When the country was cheerfully observing Subash Chandra Bose Jayanti, the Kalka-Howrah Mail got its widely known name changed to Netaji Express. Is it a big honour to the country’s great freedom fighter? What sense does it make? What are the objectives of this change? Does it encompass any political motive? Can we not think of a better way to honour a great patriot, his contribution and his life than to put his name on a train?

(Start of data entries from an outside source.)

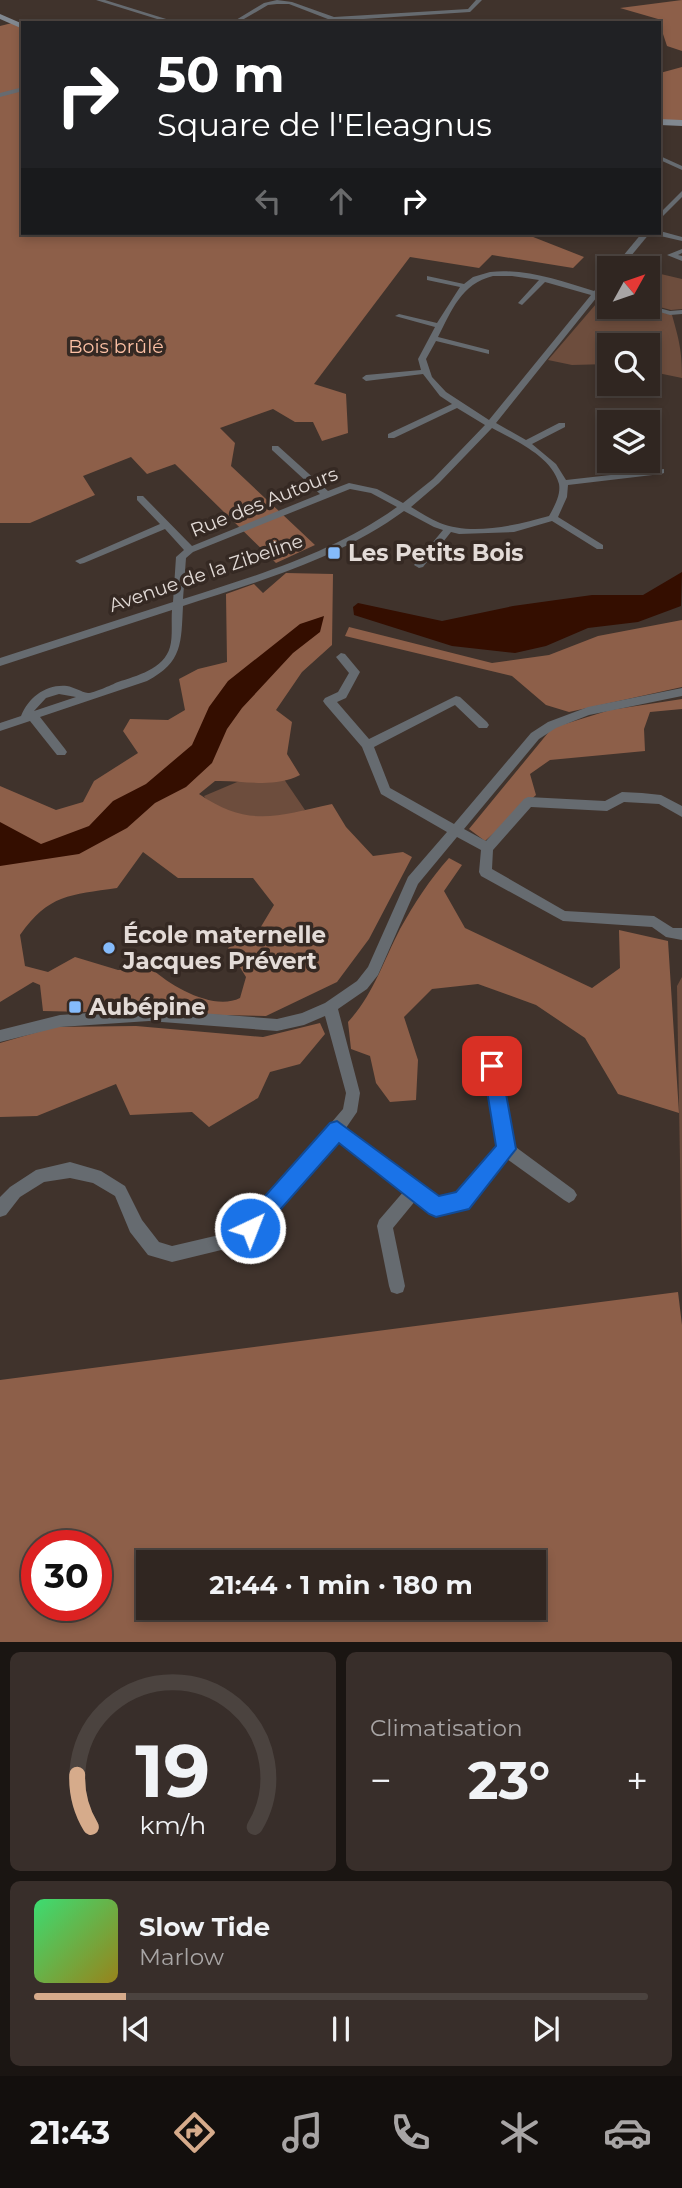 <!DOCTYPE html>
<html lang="fr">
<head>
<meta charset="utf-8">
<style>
	:root { --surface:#302621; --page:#382e2a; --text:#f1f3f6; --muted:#a8a5a5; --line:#4b433f; --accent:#d6ab8b }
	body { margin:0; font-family:Montserrat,sans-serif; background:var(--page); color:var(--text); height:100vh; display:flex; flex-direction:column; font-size:26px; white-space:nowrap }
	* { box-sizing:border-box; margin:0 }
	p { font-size:23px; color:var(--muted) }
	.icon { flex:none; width:38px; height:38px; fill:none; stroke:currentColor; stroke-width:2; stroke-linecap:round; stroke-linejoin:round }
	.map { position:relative; height:1642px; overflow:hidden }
	.panel { display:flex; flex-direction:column; gap:10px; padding:10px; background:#1a1512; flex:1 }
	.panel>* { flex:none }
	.banner { position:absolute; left:21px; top:21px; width:640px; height:214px; border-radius:0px; box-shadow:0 4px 10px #0003,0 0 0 2px var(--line); background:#202124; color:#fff; overflow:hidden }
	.needle { width:46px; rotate:50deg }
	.controls { position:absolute; left:597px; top:256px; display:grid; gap:14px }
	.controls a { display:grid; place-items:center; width:63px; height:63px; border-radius:0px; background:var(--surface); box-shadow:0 4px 10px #0003,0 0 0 2px var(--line); font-size:35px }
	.speed { position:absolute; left:21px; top:1530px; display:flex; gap:14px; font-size:35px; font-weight:700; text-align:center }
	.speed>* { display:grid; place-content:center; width:91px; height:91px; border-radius:50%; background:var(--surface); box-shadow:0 4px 10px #0003,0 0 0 2px var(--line); line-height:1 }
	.speed .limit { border:10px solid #d22; background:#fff; color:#111 }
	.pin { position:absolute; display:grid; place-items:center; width:60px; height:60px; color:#fff; margin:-30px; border-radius:14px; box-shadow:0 4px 10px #0006 }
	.me { position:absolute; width:77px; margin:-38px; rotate:43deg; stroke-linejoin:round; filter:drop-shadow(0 0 5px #0008) }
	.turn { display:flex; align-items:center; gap:24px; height:147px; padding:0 21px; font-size:32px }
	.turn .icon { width:91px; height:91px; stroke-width:2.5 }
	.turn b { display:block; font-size:49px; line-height:60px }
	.lanes { display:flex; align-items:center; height:66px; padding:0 21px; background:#0003; justify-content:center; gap:35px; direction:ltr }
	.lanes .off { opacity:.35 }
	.big { font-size:52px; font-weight:700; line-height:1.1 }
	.panel .tile { flex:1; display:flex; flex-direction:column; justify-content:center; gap:10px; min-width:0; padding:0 24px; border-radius:10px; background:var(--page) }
	.panel .dial { align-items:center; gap:0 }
	.dial svg { height:182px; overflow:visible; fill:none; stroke:var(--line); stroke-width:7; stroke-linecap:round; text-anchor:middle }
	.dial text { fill:var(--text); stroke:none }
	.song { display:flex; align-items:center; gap:21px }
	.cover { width:84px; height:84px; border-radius:10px; background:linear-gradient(135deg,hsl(140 70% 55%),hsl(50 70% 35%)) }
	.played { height:7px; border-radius:4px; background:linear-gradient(90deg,var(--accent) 15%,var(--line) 15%) }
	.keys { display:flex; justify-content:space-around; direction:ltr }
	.heat { display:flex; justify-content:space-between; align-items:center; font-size:38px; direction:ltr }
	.panel .tiles { flex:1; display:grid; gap:10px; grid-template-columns:1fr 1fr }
	.tile:last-child { grid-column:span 2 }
	.trip { position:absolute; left:136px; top:1550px; width:410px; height:70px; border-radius:0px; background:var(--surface); box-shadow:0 4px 10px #0003,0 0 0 2px var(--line); font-weight:700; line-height:70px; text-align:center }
	.tabs { display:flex; height:112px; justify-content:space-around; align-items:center; background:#130f0d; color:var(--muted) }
	.tabs .icon { width:49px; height:49px }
	.tabs .active { color:var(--accent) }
	.tabs b { font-size:32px; color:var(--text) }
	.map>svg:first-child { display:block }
	.green { fill:#6d4d3d }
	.forest { fill:#8d5f49; fill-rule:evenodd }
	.water { fill:#340e00 }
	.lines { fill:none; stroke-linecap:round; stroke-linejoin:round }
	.street { fill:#666b70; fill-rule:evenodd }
	.secondary { fill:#818890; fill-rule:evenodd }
	.route { fill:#1a73e8; stroke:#114b97; stroke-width:2 }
	.poi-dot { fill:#85bbfb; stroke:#352923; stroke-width:2.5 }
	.labels { text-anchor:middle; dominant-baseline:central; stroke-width:7; stroke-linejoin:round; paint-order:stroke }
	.far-park-label { font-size:19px; fill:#fcc0a4; stroke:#352923 }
	.far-street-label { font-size:19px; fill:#e3dbd7; stroke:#352923 }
	.poi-label { font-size:23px; font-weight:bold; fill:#e3dbd7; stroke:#352923; text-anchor:start }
</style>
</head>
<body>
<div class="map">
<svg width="682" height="1642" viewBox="0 0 682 1642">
	<rect width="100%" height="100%" fill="#40332c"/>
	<g class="green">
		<path d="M648,271l34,8v30l-11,1 -23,-6z"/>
		<path d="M602,297l7,2v7h30l33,9c7,25 10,35 10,63l-34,-7v-26h-39v19l-37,1 -24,-5z"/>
		<path d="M275,766l30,44 -73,31 -28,-45z"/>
		<path d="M682,977v301l-5,-292z"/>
	</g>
	<g class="forest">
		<path d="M682,0v51l-15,-5 -9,-27 -38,-11z"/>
		<path d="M12,23l11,5v205h500l61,24 -11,11 -81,-13 -13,13 -69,-11 -96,127 32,10 2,39 -26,8 -9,-19h-18l-22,-13 -53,19 15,15 -4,23 84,79 -39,18 -101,-99 -28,10 -16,-17 -48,19 12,19 -65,28h-30v-497z"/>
		<path d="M682,67v57l-22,-1v-50z"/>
		<path d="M286,573l47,1 -1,71 -30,27 -26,38 16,12 -5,32 13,21c-28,14 -55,5 -85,6l-16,13c50,34 78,22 133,10l14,23 27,29 30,-4 9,5 -43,82 -32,43 -71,34 -223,-5 -3,-26 -7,-3 -33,20v-216l56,24 27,-8 11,-21 44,-28 -15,-22 7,-12 38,1 17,-10 -6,-31 19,-10 29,-7 -1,-68 28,-10 9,9zM143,852l35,26h75l21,27 -15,25 -31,18 18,29 -6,21c-26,13 -68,-11 -88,-29l-34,1 -43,-13 -27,15 -23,-6 -5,-31c29,-41 50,-40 97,-47z"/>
		<path d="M682,620v67l-113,25 -23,-7 -34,-29 -167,-40 4,-9 143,36 57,-8 49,-19z"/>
		<path d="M682,699v10l-32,3 -6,17 1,22 -95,9 -20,14 6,21 -51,46 -16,-12 83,-101 58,-18z"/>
		<path d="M449,858l13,7 -18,26 21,37 127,60 28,-20 -1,-38 49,11 11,172 -61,-19 -33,-56 -49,-33 -58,-21 -46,5 -28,28 14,43 -2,40 -26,2 -14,-19 -6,-27 -19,-7 -3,-27c25,-27 35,-60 52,-93 14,-25 30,-50 49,-71z"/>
		<path d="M320,1023l5,11 -25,30 -30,8 -12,26 -49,29 -17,-15 -62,3 -14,-31 -79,32 -37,1v-74l55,-16 81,-1 127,11z"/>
		<path d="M678,1292l4,33v317h-682v-262zM37,1545h59v60h-59zM149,1563h385v45h-385z"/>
	</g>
	<g class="water">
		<path d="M682,572l-1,34 -43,16 -50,6 -42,18 -31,7 -63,-7 -98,-31 -1,-8 5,-4 84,18 71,-15 79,-11h51z"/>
		<path d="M324,616l-4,16 -27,21 -51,55 -15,21 -15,34 -26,24 -31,16 -28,25 -48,26 -79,12v-44l41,22 48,-18 24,-25 33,-17 46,-39 17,-38 19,-26 72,-57z"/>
	</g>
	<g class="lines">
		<g class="street">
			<path d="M96,0h9l74,23h-9z"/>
			<path d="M277,0l15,2 42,15 134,-8 8,-9h6l-12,12 -137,9 -44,-17h-12l-9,1 -31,18h-6l33,-20z"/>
			<path d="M23,87v4l-23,6v-4z"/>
			<path d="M660,156l22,10v4l-22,-10z"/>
			<path d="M660,170l3,2v3l-3,2z"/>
			<path d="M682,191v6l-22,22v-6z"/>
			<path d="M660,231l22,6v4l-26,-6v-2h4z"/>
			<path d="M570,233h14l-4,2z"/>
			<path d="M642,233h8l-29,35h-8z"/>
			<path d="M682,249v4l-4,2 4,1v5l-15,-6z"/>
			<path d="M490,272c35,-4 71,9 104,19l15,-15v7l-9,10 9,3v4l-12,-3 -101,126 30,17 33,-17h6v4l-33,17 24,20 10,16 98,-11v4l-3,1 -93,11 -1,12 -9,20 45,28v4h-6l-45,-28 -38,11 -55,2 -8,-2 -28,35 -4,1 -5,-3 29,-35 -9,-3 -30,-16c-66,48 -144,70 -221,95 -2,37 0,56 -36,75l-107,36 25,32 2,3 -2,3h-8l-27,-34 -30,10v-8l21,-7c8,-19 25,-32 46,-30 7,1 14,6 21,7 6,0 23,-8 30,-11 18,-6 46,-13 52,-35 3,-11 1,-26 2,-37l-172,56v-8l173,-56 3,-45 8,-7 -19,-21 -81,34 -4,1 -5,-3 85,-37 -23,-24v-4h6l49,50 128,-52 -48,-44v-4h6l50,45 21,-8 28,6 26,14 30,-24 52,-54 -28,-17 -63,30h-6v-4l64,-30 -12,-8 -17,-22 -57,7 -4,-3 4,-3 55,-5 -3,-11 17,-32 -40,-11 4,-2 38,9 23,-36 -33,-7v-4l37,8 9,-7zM493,276h19l27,4 -21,23 4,2 23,-23 46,13 -102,125 -43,-28 -14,-15 -6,-18 10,-18 53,13v-4l-51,-13c14,-27 23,-53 55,-61zM492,428c22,12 60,28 67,56 2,11 -5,23 -10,32 -32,9 -77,20 -109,7 -10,-4 -20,-11 -29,-16l28,-24zM350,489l21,4 26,14c-64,46 -139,68 -214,92l3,-41 7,-6zM59,694l17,3 -42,14 12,-13z"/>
			<path d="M648,305l22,6 12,-1v4l-12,1 -31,-9z"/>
			<path d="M341,653l4,1 15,18 -14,26 -9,4 32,37 87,-43 4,1 27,25 2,3 -2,3h-8l-24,-23 -81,42 16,41 64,36 77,-91 17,-11 40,-15 94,-19v8l-93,19 -33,13 -17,11 -75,90 22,12 38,-42 4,-2 77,4 17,-9 20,1 19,2 21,11v11l-23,-13 -17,-1 -18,-1 -17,9 -76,-4 -38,43 -1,19 73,42 89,5 19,12h9v12l-16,-3 -14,-10 -89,-6 -82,-45 -2,-4 2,-22 -24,-13 -39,47 -40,91 -11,14 -29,20 22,84 -3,19 -11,16 92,70 20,-3 40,-48 -13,-81 2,-5 5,-2 5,2 2,5 14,79 61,45 3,5 -3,5 -5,3 -5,-3 -57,-41 -40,48 -31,7 -20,-14 -23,28 12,58 -2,6 -6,2 -6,-2 -2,-6 -12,-60 2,-6 25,-29 -67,-52 -71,86 -20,19 -74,18 -24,-7 -18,-23 -15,-36 -22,-13 -23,-5 -26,4 -24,15 -14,18 -6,2v-20l10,-10 26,-17 34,-8 31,9 24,15 17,34 17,22 13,4 64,-15 18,-18 89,-104 3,-16 -21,-77 -21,9 -27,6 -128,-10 -89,6 -60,15v-12l60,-15 89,-6 128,10 25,-6 23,-10 32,-22 11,-14 40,-90 39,-45 -66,-38 -19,-47 -37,-43 -2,-3 2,-3 13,-6 11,-19 -13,-16z"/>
		</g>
		<g class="secondary">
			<path d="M0,14l23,10v5l-23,-10z"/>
			<path d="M660,119l22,1v6l-22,-1z"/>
		</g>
	</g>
	<path class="route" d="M492,1058l7,2 2,6 15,83 -47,60 -33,8 -7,-3 -90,-71 -82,93 -7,3 -7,-3 -3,-8 3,-7 87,-98 7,-2 102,75 17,-4 40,-46 -13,-80 2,-6z"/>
	<g class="poi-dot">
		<rect x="327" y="546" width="14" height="14" rx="3.5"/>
		<circle cx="109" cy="948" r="7"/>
		<rect x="68" y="1000" width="14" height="14" rx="3.5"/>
	</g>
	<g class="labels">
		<g class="far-park-label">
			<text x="116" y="346">Bois brûlé</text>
		</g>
		<g class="far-street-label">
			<text transform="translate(264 502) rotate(-22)">Rue des Autours</text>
			<text transform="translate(206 573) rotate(-19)">Avenue de la Zibeline</text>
		</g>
		<g class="poi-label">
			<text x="348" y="553">Les Petits Bois</text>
			<text x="123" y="935">École maternelle<tspan x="123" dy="26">Jacques Prévert</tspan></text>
			<text x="89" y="1007">Aubépine</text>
		</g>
	</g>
</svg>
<div class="controls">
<a><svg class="needle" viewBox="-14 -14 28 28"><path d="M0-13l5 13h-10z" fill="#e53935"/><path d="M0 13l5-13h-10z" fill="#a8a5a5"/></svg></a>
<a><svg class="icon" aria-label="search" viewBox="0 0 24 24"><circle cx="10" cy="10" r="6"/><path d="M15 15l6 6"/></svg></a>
<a><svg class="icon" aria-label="layers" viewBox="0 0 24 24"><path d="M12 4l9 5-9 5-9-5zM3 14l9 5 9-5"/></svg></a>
</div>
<div class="speed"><div class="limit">30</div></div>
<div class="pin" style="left:492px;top:1066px;background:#d93025"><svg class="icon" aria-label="arrive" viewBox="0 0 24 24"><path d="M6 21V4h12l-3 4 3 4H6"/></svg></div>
<svg class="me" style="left:250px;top:1228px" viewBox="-20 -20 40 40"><circle r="17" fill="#1a73e8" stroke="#fff" stroke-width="3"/><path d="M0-11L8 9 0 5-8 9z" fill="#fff"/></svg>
<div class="trip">21:44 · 1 min · 180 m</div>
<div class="banner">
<div class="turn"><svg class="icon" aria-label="right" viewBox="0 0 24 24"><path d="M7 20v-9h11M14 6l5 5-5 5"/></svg><div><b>50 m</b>Square de l'Eleagnus</div></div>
<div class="lanes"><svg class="icon off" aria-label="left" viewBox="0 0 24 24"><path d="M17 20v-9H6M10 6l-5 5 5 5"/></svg><svg class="icon off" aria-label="ahead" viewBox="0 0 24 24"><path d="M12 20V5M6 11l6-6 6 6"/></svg><svg class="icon" aria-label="right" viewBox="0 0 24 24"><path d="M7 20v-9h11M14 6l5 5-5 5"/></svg></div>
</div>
</div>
<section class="panel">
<div class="tiles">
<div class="tile dial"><svg viewBox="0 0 100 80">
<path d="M14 69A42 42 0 1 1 86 69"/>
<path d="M14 69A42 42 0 0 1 8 46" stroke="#d6ab8b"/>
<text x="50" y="56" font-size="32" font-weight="700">19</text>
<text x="50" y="72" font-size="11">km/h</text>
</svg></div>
<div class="tile"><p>Climatisation</p>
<div class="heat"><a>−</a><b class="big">23°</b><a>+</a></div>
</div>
<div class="tile">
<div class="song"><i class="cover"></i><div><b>Slow Tide</b><p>Marlow</p></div></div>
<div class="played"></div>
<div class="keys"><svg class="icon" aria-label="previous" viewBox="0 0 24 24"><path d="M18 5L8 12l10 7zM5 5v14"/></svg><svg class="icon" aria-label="pause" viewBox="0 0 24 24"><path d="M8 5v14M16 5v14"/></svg><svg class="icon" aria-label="next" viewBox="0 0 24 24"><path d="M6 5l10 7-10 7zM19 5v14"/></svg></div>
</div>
</div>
</section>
<nav class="tabs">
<b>21:43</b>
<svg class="icon active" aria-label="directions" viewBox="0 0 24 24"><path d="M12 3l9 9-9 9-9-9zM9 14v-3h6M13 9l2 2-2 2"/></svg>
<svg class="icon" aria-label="music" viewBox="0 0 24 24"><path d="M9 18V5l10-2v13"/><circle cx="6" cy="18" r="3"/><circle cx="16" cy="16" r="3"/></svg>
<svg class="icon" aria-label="phone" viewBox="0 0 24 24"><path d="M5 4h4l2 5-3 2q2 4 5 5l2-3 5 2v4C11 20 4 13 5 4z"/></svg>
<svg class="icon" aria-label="climate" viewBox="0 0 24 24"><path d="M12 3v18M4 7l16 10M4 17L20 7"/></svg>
<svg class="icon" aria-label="car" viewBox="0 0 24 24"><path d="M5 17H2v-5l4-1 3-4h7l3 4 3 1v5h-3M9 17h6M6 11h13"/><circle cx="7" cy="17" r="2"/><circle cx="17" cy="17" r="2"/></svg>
</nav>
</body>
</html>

Certainly, it ensues the third time that this older long-distance train is getting its name altered amid a time when changes in the name of cities, streets and fruits have appeared to have a political or logical condition. Originally started as Howrah-Peshawar Express, this train had begun its rail operation on January 1, 1866. Afterwards, it came to be known as Kalka Mail and now becomes Netaji Express just because of some particular rationales. Jansatta writes:
एक जनवरी 1866 को कालका मेल पहली बार चली थी। उस वक्त इसका नाम 63 अप हावड़ा पेशावर एक्सप्रेस था। जानकारी के अनुसार 18 जनवरी 1941 को अंग्रेजों को चकमा देकर नेताजी सुभाष चंद्र बोस धनबाद जिले के गोमो जंक्शन से इसी ट्रेन पर सवार होकर निकले थे। कालका मेल ट्रेन अपने पुराने नंबर के साथ ही 12311 अप और 12312 डाउन नेताजी एक्सप्रेस बनकर चलेगी (Kalka Mail started its journey first on January 1, 1866, by the name of 63 Up Howarh-Peshwar Express. Dodging the British rulers, Netaji Subhash Chandra Bose boarded this train at Gomoh Jn railway station in Dhanbad district on Jan 18, 1941. This train will run with its old number 12311 Up and 12312 Down even after renaming it as Netaji Express.)|
It was reportedly written by Mint that once Subash Chandra Bose boarded the train from Gomoh railway station under Dhanbad district in Bihar state to elude from the cruel and callous British administration 80 years ago. The present generation takes it as a historical fact, though they would not have missed the travel by Kalka Mail up to Howarh, the railway station where the passengers alight and enter the city of Kolkata through the famed Howarh bridge over Hooghly river, unlike the Yamuna bridge carrying train passengers right into the precincts of the Allahabad Junction station. This difference remains since the British days.
There might be few alive who had the privilege of taking this train from Kalka to Peshawar. The younger lots must be thinking why the third-class compartment in trains was invalidated when Gandhiji used to complete his journey by sitting in that compartment? Was it not necessary to keep his remembrance alive?